Quels sont les risques des retombées de particules et de suie qui ont suivi l'explosion survenue sur le site de l'usine Lubrizol, à Rouen, jeudi dernier ? C'est la question que tous les riverains se posent, alors que les autorités publiques, Premier ministre et préfet en tête, se veulent rassurantes.
"Je pense que ce n'est pas acceptable d'avoir ce discours. J'ai entendu le préfet, ce n'est pas acceptable", a tonné sur Europe 1 André Cicolella, chimiste, toxicologue et spécialiste de l'évolution des risques sanitaires. "On dirait non, ce serait clair, mais là, on ne dit ni oui ni non, ça ce n'est pas acceptable." Ce week-end, le préfet de Normandie, Pierre-André Durand, avait déclaré : "Nous disposons de l'essentiel des résultats d'analyse qui sont encourageants et qui traduisent pour l'air une situation normale". Mardi matin, interrogé sur BFMTV, il a encore relevé : "quel serait l'intérêt des pouvoirs publics de mentir ?"

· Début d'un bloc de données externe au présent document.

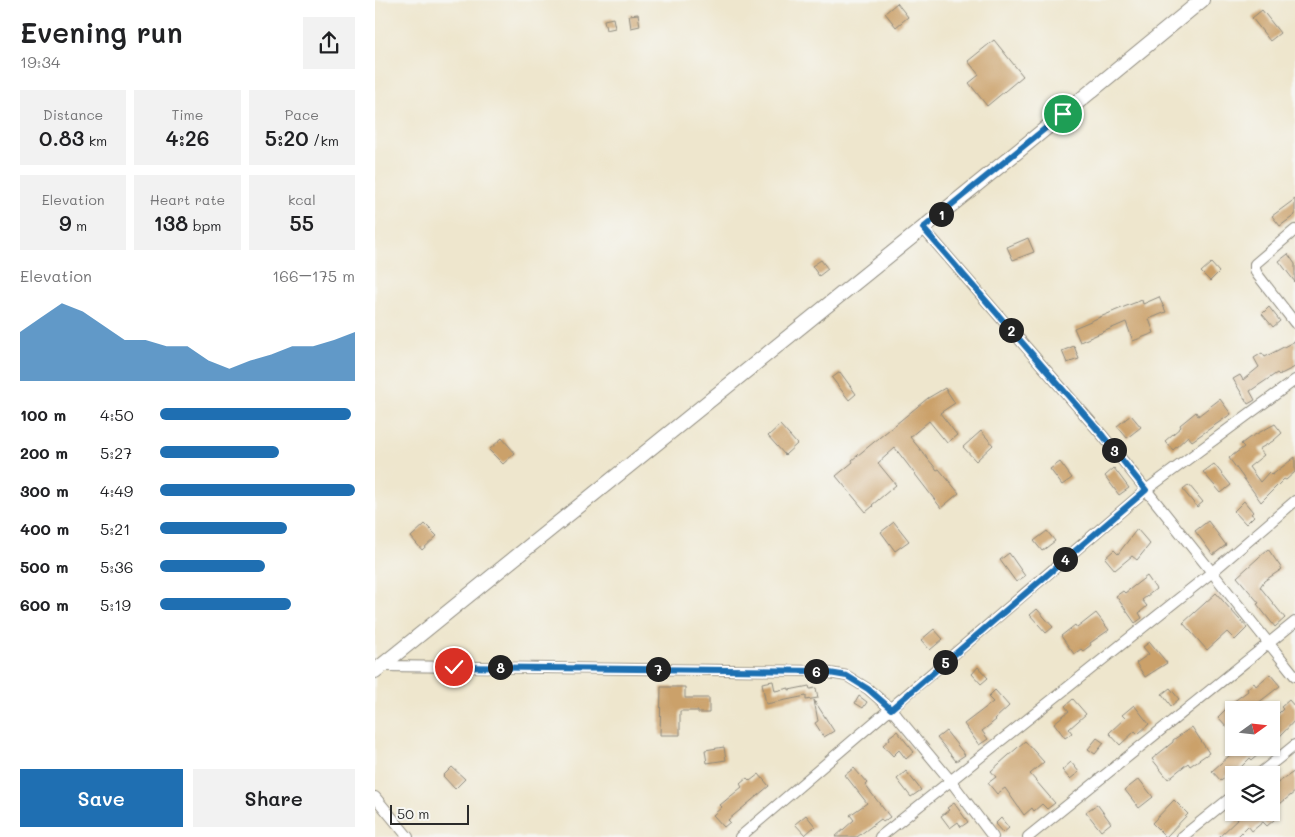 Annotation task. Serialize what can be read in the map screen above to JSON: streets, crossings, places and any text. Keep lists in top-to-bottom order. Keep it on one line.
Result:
{"scale_bar":"50 m","north":"right","page":{"heading":["Evening run","19:34"],"stats":[["Distance","0.83 km"],["Time","4:26"],["Pace","5:20 /km"],["Elevation","9 m"],["Heart rate","138 bpm"],["kcal","55"]],"pins":["1","2","3","4","5","8","7","6"],"chart":["Elevation","166–175 m"],"list":[{"name":"100 m","note":"4:50"},{"name":"200 m","note":"5:27"},{"name":"300 m","note":"4:49"},{"name":"400 m","note":"5:21"},{"name":"500 m","note":"5:36"},{"name":"600 m","note":"5:19"}],"buttons":["Save","Share"],"scale":"50 m"}} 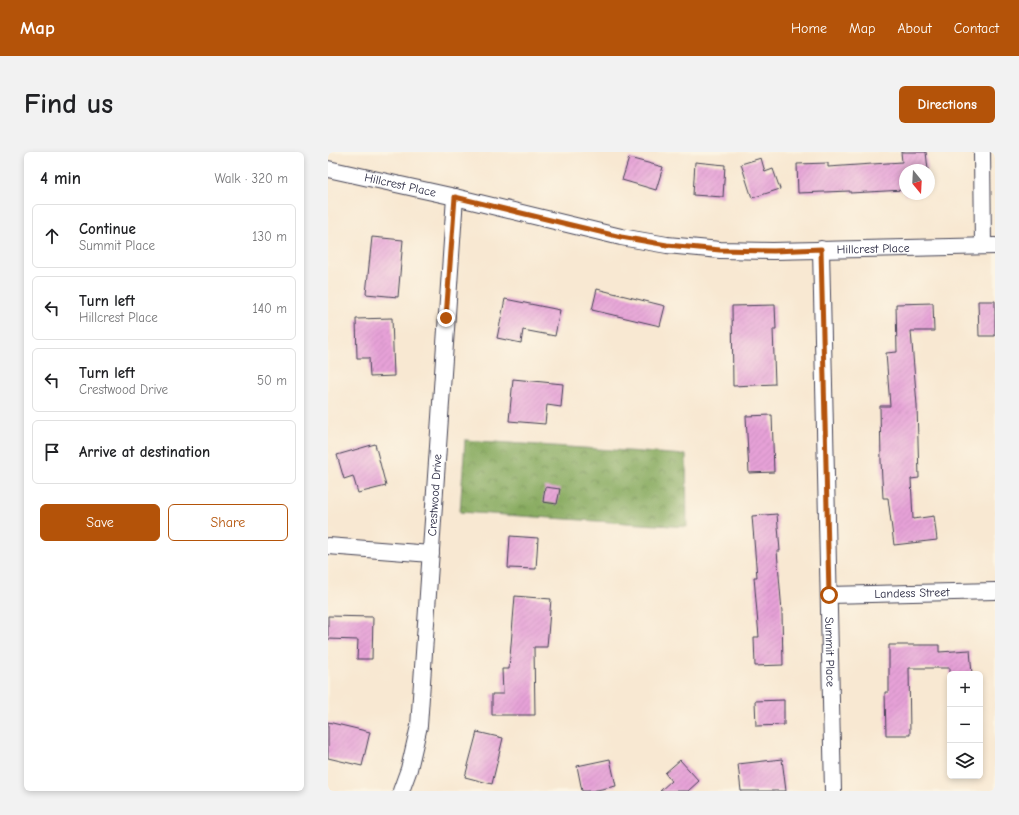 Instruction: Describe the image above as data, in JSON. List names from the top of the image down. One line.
{"streets":{"street":["Hillcrest Place","Crestwood Drive","Landess Street","Summit Place"]},"crossings":[["Hillcrest Place","Crestwood Drive"],["Hillcrest Place","Summit Place"],["Landess Street","Summit Place"]],"north":"bottom","page":{"header":"Map","nav":["Home","Map","About","Contact"],"buttons":["Directions",["Save","Share"]],"title":"Find us","heading":["4 min","Walk · 320 m"],"list":[["Continue","Summit Place","130 m"],["Turn left","Hillcrest Place","140 m"],["Turn left","Crestwood Drive","50 m"],"Arrive at destination"],"map_buttons":["+","−"]}} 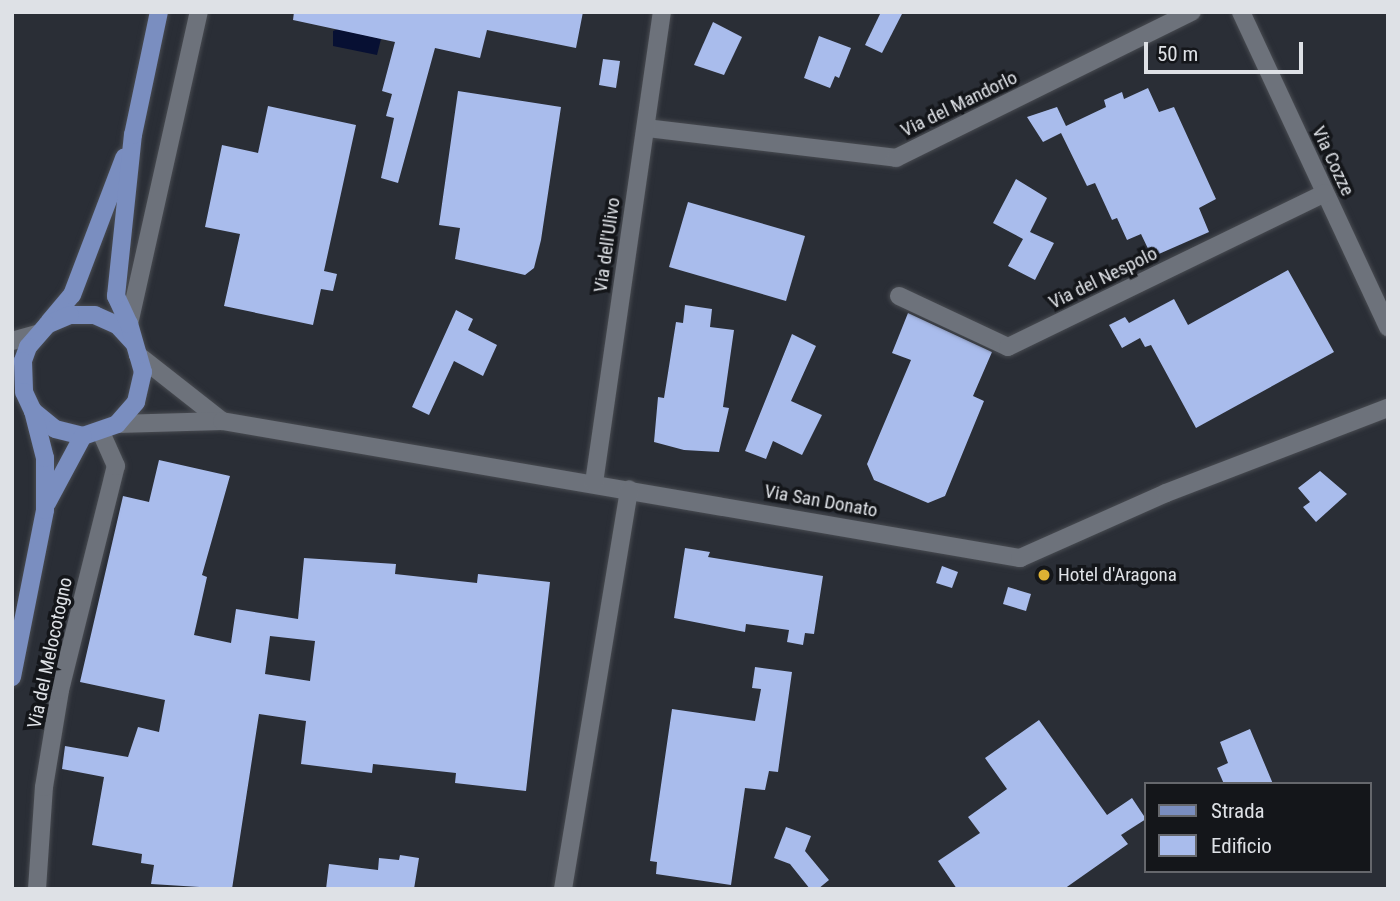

L'inquiétude des Rouennais est nourrie notamment par l'absence de communication précise de la part de Lubrizol sur les produits qui étaient stockés dans l'usine. "L'entreprise sait les produits qu'elle utilise pour ses fabrications", insiste André Cicolella. "On sait quels sont les produits, et on sait que, notamment, dans certains additifs, il y a des paraffines chlorées vraisemblablement, et tout produit chloré, dans le cadre d'une combustion, génère des dioxines chlorées. Et, dans ce cas-là, si c'est avéré, on est dans un scénario de type Seveso, du nom de l'accident qui est survenu en 1976 en Italie, avec un réacteur qui a sauté et qui a contaminé 8 km2."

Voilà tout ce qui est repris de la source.